Z-score interpretation:
| mds_z | Interpretation |
|---|---|
| -2 to +2 | Normal range |
| < -2 | Abnormally low diversity |
| > +2 | Rare, check data quality |
HPC Usage (SLURM)
For running build-pon on HPC clusters with SLURM, use one of these approaches:
Resource Planning
| Parallel Samples | Memory | CPUs | Est. Time (50 samples) |
|---|---|---|---|
| 2 | 50 GB | 16 | ~48 hours |
| 4 | 100 GB | 32 | ~24 hours |
| 6 | 150 GB | 48 | ~12 hours |
Tip
High-coverage panel data (e.g., MSK-ACCESS) typically uses 15-20 GB per sample during peak extraction. WGS data may use less. Start conservative and adjust based on memory logs.

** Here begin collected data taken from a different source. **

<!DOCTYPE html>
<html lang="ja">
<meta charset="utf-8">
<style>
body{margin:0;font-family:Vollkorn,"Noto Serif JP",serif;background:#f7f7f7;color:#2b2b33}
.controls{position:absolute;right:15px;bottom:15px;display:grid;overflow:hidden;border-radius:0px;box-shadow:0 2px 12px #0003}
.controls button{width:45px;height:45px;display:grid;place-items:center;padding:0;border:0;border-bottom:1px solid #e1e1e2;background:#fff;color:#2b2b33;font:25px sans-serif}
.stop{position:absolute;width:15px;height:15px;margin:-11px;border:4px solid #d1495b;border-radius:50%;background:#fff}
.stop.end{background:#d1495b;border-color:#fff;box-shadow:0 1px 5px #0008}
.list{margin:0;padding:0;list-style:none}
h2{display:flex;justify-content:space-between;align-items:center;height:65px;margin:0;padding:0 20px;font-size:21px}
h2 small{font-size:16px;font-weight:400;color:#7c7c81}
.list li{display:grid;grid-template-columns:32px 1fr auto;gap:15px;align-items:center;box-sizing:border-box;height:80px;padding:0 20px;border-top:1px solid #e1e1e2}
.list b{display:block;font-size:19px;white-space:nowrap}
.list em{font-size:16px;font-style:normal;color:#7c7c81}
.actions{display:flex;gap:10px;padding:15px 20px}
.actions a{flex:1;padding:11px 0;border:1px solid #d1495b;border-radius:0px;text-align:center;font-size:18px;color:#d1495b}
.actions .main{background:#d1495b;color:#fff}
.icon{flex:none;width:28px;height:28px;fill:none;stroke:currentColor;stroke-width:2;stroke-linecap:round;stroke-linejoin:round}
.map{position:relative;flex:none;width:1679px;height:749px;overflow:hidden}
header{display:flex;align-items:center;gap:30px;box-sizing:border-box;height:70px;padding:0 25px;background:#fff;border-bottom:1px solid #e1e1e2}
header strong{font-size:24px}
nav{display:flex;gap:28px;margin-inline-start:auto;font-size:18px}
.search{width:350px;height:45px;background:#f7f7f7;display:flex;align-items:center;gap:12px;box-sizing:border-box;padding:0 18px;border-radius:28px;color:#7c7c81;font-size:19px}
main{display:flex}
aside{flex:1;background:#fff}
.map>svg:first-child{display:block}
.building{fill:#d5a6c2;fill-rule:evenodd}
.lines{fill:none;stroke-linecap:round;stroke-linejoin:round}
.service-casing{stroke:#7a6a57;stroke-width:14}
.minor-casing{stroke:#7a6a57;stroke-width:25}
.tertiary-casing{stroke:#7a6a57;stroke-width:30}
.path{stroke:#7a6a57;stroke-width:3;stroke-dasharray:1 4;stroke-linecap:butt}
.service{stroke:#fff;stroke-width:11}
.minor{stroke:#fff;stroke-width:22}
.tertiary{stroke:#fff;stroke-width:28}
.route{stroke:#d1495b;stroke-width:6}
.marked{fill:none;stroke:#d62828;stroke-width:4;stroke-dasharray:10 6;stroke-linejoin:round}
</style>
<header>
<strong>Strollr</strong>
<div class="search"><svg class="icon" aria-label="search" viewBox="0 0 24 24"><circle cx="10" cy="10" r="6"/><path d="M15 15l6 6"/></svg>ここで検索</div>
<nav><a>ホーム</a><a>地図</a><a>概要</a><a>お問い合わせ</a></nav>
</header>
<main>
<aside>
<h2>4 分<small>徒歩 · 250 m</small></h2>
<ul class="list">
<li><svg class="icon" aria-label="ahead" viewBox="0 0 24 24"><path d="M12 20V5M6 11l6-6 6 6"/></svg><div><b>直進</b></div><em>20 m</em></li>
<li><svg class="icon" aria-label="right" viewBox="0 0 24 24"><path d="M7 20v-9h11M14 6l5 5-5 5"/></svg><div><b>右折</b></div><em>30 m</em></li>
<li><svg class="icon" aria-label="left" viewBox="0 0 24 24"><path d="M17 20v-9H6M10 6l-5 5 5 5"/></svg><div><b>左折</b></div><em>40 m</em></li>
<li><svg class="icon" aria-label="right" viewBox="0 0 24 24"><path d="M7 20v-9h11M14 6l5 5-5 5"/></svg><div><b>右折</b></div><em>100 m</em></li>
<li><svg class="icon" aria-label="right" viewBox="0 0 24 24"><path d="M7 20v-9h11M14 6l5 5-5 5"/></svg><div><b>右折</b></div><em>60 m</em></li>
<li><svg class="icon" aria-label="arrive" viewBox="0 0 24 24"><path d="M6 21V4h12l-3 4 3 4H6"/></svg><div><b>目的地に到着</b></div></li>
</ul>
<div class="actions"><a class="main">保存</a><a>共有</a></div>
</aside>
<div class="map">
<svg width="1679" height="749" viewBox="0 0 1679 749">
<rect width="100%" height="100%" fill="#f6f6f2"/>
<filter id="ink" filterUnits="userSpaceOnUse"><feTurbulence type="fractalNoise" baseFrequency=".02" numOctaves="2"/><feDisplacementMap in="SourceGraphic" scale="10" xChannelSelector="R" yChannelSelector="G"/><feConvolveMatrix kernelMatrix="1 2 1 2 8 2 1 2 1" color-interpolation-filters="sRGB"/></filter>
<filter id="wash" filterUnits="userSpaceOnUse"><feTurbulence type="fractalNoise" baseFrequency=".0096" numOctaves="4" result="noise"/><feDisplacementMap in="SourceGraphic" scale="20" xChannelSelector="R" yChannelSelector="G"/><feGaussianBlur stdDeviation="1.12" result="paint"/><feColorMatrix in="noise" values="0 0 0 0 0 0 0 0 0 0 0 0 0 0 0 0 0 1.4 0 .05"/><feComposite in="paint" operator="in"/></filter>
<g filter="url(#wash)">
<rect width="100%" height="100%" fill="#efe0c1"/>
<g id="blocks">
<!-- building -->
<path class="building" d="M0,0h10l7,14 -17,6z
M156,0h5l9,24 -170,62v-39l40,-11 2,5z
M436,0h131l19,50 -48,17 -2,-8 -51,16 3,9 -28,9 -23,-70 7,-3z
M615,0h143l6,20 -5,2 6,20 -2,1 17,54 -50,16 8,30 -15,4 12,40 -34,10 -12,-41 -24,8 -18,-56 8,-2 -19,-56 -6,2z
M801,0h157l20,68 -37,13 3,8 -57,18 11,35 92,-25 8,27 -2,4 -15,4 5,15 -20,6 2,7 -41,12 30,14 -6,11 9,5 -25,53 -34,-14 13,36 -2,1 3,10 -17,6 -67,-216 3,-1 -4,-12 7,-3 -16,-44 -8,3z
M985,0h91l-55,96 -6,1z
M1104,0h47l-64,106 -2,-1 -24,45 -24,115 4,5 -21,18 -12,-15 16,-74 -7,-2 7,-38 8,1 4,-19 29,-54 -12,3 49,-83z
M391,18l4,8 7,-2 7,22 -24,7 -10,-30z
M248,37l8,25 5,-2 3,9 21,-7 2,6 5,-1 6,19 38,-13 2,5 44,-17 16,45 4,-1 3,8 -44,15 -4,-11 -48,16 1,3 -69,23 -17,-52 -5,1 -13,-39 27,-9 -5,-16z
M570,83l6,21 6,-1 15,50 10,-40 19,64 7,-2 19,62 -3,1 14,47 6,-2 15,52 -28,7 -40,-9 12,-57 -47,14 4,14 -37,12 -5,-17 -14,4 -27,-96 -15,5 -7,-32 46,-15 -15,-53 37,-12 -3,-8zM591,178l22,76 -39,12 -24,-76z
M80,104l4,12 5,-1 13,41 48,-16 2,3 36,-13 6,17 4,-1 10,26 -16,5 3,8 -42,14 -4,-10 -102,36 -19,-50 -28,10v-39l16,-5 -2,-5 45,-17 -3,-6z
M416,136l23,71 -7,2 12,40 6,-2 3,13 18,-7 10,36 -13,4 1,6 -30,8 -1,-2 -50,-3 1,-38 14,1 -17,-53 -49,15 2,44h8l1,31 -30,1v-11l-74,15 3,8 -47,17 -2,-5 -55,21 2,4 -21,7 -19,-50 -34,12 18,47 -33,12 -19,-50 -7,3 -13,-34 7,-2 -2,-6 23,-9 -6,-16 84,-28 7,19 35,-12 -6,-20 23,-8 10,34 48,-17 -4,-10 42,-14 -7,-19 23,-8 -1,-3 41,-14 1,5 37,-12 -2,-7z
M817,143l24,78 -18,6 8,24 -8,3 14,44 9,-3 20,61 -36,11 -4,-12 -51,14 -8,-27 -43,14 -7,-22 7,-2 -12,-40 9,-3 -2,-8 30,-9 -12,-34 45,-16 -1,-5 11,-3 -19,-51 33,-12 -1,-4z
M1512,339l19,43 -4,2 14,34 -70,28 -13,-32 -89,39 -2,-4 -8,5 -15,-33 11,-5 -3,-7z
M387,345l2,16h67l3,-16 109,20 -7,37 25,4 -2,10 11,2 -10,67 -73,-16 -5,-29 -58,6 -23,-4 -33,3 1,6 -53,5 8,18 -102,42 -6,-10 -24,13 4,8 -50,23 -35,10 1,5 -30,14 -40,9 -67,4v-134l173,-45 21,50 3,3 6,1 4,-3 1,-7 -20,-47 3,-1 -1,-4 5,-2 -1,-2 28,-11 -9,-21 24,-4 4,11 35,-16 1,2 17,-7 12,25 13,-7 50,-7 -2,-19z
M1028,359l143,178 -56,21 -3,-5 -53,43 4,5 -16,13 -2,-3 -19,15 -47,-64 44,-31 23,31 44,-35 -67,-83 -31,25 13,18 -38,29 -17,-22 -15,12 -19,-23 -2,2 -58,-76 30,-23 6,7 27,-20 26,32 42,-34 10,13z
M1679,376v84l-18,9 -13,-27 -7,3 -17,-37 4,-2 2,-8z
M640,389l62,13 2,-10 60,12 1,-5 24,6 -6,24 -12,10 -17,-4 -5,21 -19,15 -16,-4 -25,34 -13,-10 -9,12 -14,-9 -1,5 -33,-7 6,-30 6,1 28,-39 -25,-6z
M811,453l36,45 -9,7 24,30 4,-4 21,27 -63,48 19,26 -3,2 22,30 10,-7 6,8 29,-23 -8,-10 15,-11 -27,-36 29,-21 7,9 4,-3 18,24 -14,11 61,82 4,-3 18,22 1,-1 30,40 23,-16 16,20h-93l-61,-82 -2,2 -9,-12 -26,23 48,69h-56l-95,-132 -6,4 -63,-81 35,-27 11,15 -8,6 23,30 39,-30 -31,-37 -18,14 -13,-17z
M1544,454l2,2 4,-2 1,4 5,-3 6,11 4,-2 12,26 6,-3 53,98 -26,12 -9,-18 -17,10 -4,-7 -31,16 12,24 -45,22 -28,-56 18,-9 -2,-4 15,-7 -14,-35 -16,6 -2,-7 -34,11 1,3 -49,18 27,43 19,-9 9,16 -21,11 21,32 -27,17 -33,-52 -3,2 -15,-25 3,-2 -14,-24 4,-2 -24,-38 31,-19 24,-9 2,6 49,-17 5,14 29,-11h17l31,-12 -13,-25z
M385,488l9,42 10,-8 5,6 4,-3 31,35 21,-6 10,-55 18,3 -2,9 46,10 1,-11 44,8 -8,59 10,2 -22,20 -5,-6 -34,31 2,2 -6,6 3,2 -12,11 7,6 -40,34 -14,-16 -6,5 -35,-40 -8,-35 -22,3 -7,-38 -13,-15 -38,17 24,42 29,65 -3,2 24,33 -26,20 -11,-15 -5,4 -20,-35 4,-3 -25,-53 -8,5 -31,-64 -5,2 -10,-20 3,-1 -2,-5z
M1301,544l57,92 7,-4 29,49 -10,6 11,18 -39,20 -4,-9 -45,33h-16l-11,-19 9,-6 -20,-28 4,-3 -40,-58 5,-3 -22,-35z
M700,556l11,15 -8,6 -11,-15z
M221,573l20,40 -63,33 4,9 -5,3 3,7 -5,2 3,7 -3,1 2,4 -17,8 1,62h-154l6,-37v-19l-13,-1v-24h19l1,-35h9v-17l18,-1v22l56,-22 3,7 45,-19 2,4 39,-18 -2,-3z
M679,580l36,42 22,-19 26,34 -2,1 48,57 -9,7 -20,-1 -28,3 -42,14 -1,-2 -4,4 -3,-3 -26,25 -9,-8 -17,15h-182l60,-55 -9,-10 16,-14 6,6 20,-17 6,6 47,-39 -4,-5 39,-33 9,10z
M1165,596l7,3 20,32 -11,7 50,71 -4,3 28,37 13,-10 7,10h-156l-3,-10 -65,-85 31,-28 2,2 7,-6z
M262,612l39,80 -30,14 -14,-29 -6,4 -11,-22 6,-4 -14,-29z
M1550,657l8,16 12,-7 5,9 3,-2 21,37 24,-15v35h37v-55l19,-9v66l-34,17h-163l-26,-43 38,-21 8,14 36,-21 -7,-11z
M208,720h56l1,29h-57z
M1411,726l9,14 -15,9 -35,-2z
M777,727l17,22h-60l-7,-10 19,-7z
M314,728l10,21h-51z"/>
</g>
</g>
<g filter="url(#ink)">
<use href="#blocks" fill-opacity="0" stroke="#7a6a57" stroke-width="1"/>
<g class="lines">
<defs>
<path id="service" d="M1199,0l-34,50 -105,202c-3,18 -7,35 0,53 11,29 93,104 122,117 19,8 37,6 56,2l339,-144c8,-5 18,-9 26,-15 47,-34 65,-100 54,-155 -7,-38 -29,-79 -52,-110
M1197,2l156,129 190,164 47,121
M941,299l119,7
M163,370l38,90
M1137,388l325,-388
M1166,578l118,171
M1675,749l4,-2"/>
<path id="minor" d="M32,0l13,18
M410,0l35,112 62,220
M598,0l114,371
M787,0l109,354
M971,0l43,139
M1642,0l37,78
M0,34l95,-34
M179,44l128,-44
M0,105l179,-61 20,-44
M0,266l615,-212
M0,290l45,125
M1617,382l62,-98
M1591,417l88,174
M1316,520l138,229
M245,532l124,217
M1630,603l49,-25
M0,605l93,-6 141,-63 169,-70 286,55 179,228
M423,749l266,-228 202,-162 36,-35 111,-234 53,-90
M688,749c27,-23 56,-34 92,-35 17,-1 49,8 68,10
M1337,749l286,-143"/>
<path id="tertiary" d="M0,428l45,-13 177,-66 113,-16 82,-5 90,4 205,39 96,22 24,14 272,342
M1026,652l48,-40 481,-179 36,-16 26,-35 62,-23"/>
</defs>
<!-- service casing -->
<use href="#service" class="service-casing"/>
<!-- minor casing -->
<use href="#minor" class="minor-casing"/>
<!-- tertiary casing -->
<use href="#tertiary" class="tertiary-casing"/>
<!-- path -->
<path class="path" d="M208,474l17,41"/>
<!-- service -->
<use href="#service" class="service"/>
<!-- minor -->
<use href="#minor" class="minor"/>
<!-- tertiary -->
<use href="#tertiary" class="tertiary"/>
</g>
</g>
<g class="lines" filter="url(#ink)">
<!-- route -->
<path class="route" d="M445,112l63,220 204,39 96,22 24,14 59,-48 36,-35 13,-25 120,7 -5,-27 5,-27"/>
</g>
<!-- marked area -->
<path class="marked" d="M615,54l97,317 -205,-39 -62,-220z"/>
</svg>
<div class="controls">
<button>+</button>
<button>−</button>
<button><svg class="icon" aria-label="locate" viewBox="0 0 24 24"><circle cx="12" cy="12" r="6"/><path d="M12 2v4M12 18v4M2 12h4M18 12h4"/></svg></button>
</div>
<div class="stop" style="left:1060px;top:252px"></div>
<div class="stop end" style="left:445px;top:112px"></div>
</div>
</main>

sbatch Script (Recommended)
Create run_pon.sh:
#!/bin/bash
#SBATCH --partition=your_partition
#SBATCH --job-name=build_pon
#SBATCH --nodes=1
#SBATCH --ntasks=1
#SBATCH --cpus-per-task=48
#SBATCH --mem=150G
#SBATCH --time=12:00:00
#SBATCH --output=pon_build_%j.out
#SBATCH --error=pon_build_%j.err
# Create temp directory
mkdir -p ./pon_temp
krewlyzer build-pon samples.txt \
--assay your-assay \
-r /path/to/reference.fasta \
-o output.pon.parquet \
--temp-dir ./pon_temp \
--threads 48 \
-P 6 \
--memory-per-sample 20 \
--sample-timeout 7200 \
--allow-failures \
-v
Submit with:
srun One-liner
mkdir -p ./pon_temp && srun \
--partition=your_partition \
--job-name=build_pon \
--nodes=1 \
--ntasks=1 \
--cpus-per-task=48 \
--mem=150G \
--time=12:00:00 \
krewlyzer build-pon samples.txt \
--assay your-assay \
-r /path/to/reference.fasta \
-o output.pon.parquet \
--temp-dir ./pon_temp \
--threads 48 -P 6 --memory-per-sample 20 \
--sample-timeout 7200 --allow-failures -v \
2>&1 | tee pon_build.log
Key SLURM Parameters
| Parameter | Value | Explanation |
|---|---|---|
--nodes=1 |
1 | Single node (Python multiprocessing doesn't span nodes) |
--ntasks=1 |
1 | One main process (parallelism handled internally) |
--cpus-per-task |
48 | All CPUs available to the process |
--mem |
150G | 6 samples × 20 GB + buffer |
Key krewlyzer Parameters
| Parameter | Example | Description |
|---|---|---|
-P / --parallel-samples |
6 | Concurrent samples (internal workers) |
--threads |
48 | Total threads (divided among workers) |
--memory-per-sample |
20 | Memory hint for auto-mode (panel: 15-20 GB) |
--sample-timeout |
7200 | Per-sample timeout in seconds (2 hours) |
--temp-dir |
./pon_temp | Local scratch directory |
--allow-failures |
- | Continue if a sample fails |
Warning
If jobs are OOM-killed, reduce -P or increase --mem. The new memory monitoring will log usage at each processing stage.